Afinal, o que sou?

Hamilton Werneck

Hamilton Werneck

Eis um homem que representa com exatidão o significado da palavra “mestre”. Pedagogo, palestrante e educador, Hamilton Werneck compartilha com os leitores de A VOZ DA SERRA, todas as quartas, sua vasta experiência com a Educação no Brasil.

quarta-feira, 20 de dezembro de 2017

Sou o que penso ou aquilo que os outros pensam de mim?

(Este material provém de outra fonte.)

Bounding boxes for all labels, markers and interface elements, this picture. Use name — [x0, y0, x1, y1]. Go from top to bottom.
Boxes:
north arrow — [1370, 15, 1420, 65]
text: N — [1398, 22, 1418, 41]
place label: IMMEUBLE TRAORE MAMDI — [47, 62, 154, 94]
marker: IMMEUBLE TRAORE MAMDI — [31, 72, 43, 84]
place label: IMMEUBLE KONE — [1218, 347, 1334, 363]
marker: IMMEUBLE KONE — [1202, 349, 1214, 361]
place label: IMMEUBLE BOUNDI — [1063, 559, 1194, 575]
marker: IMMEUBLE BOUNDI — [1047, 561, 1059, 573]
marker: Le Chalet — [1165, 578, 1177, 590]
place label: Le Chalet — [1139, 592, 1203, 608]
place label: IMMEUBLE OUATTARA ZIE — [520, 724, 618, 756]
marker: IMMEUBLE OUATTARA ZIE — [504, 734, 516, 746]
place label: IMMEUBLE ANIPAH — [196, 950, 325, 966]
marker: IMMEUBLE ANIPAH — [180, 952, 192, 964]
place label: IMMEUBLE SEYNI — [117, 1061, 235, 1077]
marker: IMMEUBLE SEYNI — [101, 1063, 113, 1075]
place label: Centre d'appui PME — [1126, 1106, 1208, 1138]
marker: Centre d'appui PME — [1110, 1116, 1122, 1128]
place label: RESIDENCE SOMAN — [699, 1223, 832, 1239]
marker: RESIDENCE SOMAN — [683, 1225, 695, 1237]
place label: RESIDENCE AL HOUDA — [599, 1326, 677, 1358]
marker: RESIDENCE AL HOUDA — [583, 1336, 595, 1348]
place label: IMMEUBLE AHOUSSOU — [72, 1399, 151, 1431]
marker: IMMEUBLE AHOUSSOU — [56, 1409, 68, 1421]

Uma consciência frágil pode se deixar dominar pelas opiniões do público e de setores da imprensa, pode se abater com a maledicência, não suportar a carga da inveja, sentir perder-se o chão do sustento e desejar sumir do mundo, quando alguma adversidade surge no dia a dia da existência. Uma consciência ingênua não acredita na crítica, nem deseja avaliar as outras opiniões. É uma consciência vendida ao tempo passado, desacreditando qualquer situação nova, apresentada na convivência profissional. O ingênuo pensa estar certo, pensa na superioridade de suas ideias, na inferioridade dos demais, e descarta todo julgamento e discernimento, como forma de manter-se, sem perceber, na perpetuidade da ingenuidade.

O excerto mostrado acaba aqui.